LONDON, ONT -- Thousands of students, parents, teachers, and administration across London now know that publicly funded schools will not be reopening for the rest of the academic year.

"I'm just not going to risk it," said Premier Doug Ford in regards to opening schools before the summer. "Why chance it for a few weeks? It's just not worth it."

In his daily press conference Ford said that e-learning will continue and that every student will get a report card.

Ford also announced that overnight camps will be closed for the summer. However, there is a possibility that summer day camps will be allowed to run in July and August.

Education Minister Stephen Lecce said the decision to allow day camps will come down to local health officers.

Lecce said a plan for how to open schools in the coming months will come by the end of the school year.

Schools across the province have been closed since March 13, and for the past several weeks London’s two biggest school boards have joined the rest of the province in providing education online.

The Thames Valley District School Board says that they will be sending out a message today to staff, students, and families.

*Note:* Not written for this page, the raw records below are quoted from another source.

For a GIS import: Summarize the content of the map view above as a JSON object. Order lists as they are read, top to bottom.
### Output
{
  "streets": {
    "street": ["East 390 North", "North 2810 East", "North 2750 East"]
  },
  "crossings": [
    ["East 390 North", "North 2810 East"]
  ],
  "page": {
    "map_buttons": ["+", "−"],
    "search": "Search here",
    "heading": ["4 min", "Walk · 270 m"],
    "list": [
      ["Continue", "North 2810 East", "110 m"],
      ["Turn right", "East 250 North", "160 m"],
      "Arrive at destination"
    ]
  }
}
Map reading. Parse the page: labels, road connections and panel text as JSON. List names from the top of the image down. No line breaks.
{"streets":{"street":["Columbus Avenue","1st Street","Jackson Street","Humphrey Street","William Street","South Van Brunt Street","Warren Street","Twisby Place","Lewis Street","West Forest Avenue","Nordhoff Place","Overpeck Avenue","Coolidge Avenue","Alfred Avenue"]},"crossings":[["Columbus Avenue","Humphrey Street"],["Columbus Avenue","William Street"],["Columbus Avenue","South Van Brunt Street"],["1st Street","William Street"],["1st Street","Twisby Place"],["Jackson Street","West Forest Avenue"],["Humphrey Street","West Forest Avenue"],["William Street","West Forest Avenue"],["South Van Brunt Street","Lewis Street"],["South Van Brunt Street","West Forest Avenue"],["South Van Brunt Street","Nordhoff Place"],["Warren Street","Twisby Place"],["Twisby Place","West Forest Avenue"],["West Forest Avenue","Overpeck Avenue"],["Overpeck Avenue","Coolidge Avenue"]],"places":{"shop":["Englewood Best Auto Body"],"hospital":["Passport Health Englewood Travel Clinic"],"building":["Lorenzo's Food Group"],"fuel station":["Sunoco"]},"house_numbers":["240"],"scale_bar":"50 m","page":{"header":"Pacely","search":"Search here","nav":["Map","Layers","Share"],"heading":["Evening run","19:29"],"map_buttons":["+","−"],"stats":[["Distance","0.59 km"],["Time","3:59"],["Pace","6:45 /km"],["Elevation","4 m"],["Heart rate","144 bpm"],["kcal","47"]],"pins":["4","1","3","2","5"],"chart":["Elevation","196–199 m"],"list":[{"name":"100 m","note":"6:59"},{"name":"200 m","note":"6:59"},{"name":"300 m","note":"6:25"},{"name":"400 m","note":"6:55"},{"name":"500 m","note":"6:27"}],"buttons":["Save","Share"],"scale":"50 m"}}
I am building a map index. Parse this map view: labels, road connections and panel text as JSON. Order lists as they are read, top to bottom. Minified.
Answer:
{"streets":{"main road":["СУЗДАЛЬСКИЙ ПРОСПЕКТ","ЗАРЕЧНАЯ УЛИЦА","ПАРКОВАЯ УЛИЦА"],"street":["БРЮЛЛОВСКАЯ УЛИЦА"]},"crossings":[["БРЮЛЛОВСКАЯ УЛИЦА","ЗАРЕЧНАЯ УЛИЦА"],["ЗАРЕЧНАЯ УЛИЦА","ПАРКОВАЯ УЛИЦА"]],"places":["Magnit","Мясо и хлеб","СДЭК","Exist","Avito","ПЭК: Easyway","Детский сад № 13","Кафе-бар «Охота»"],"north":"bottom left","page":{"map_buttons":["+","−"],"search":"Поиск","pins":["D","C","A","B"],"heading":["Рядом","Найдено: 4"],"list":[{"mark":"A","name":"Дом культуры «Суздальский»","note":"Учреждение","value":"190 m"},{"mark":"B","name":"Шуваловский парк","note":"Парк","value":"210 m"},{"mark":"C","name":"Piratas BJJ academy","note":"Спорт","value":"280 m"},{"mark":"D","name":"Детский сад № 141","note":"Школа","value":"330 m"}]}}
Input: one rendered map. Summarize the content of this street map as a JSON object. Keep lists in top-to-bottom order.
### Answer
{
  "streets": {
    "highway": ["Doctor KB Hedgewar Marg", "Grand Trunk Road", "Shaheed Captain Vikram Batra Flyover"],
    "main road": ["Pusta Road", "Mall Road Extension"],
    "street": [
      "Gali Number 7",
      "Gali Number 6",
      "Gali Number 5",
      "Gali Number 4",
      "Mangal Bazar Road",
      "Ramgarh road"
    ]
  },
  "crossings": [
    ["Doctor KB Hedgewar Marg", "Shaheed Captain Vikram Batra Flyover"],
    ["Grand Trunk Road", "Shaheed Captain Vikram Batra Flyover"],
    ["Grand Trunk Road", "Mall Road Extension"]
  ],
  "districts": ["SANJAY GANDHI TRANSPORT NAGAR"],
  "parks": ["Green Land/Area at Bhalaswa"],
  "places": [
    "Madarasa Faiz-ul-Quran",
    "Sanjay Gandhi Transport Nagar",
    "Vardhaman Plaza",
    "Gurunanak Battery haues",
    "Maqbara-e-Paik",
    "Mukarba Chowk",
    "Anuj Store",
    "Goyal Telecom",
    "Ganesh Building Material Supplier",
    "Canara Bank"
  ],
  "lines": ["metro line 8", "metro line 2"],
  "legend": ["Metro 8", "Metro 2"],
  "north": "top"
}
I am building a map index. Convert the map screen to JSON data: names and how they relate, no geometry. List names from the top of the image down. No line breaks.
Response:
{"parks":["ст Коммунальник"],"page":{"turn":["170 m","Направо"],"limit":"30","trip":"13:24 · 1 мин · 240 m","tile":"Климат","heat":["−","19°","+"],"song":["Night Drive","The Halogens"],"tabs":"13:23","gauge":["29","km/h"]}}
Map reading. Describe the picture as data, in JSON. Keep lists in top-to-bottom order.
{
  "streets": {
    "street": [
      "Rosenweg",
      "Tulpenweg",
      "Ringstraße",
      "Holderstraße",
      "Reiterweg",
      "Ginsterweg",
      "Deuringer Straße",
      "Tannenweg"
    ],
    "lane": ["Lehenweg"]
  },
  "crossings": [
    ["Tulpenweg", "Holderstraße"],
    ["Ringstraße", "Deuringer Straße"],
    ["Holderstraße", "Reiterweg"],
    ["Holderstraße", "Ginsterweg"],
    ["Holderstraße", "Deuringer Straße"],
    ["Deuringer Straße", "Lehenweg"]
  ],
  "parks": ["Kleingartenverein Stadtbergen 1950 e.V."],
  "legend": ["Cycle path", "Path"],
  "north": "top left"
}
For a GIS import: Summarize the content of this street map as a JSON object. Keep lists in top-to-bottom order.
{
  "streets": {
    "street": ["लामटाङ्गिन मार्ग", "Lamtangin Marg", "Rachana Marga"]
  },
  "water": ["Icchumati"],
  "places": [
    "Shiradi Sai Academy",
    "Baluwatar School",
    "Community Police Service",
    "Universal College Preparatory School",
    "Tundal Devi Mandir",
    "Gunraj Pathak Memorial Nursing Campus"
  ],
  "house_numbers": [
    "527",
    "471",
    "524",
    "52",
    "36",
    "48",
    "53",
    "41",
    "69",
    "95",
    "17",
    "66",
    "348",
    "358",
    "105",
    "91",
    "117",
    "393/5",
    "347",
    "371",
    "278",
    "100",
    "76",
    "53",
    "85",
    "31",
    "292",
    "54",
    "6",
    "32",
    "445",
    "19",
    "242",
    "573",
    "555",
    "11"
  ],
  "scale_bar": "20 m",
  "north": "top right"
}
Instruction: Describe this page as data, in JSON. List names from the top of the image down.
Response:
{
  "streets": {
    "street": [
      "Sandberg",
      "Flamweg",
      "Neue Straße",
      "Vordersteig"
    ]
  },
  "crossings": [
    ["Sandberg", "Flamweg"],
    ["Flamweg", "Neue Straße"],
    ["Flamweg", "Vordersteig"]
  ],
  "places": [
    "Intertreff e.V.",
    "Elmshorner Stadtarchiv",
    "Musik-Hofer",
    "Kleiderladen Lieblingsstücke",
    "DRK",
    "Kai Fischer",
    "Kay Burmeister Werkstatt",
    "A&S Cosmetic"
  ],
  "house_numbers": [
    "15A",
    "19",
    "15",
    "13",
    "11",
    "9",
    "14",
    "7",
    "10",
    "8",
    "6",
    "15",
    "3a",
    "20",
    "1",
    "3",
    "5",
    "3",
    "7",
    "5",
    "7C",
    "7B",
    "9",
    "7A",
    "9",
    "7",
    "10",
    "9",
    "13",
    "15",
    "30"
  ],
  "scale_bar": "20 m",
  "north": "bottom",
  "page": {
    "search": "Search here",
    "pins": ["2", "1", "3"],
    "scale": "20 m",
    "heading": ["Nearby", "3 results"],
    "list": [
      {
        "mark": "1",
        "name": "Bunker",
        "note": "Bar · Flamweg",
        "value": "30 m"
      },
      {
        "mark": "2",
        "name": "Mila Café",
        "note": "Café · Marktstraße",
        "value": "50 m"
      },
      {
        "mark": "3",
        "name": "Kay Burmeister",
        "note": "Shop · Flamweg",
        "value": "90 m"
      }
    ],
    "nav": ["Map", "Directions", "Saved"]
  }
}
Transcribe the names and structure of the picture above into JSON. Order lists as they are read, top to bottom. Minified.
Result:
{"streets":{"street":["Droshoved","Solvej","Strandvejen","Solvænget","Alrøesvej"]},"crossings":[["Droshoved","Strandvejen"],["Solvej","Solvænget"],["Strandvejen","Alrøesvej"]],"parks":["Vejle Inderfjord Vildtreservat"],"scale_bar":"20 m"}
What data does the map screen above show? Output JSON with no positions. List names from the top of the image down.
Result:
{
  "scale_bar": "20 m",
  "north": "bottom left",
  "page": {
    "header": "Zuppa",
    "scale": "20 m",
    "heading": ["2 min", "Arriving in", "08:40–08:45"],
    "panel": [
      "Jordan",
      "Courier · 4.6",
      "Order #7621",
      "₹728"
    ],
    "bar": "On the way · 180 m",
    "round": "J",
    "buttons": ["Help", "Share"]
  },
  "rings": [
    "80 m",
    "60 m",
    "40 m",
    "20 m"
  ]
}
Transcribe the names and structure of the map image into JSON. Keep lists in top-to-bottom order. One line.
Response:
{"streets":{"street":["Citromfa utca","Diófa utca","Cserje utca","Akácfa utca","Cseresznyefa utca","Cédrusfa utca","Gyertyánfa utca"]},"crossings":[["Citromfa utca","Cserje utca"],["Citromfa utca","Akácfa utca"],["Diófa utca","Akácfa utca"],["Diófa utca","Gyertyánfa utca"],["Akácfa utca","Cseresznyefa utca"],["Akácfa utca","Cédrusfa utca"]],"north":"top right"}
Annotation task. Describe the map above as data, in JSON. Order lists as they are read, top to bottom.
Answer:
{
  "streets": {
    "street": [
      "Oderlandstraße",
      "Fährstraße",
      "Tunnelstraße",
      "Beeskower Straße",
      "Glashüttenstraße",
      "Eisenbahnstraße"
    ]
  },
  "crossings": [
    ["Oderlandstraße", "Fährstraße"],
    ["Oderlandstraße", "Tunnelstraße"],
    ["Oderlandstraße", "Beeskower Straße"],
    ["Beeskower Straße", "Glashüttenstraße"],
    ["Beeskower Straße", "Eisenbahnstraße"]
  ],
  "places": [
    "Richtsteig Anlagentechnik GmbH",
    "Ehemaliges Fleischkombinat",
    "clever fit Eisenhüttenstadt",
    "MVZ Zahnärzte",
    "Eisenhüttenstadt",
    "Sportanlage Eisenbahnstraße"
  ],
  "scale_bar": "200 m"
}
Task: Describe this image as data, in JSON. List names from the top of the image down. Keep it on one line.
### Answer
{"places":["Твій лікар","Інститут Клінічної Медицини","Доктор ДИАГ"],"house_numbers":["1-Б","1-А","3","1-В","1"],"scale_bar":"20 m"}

By the end of April more than 12,000 devices had been issued to students and families across the TVDSB.

Provinces have taken different approaches to schooling since the outbreak of the pandemic.

Alberta announced the indefinite closure of its school system until September.

In Nova Scotia schools were closed for the rest of the year and the school year is slated to end early on June 5.

In British Columbia elementary schools are reopening in June on a voluntary basis. Students from Kindergarten to Grade 5 are welcomed back on a 50 per cent basis, while Grade 6 and 7s return for one day a week.

Quebec has already opened its schools with a maximum of 15 students per classroom for daycares and elementary schools in some areas. Attendance is also not mandatory.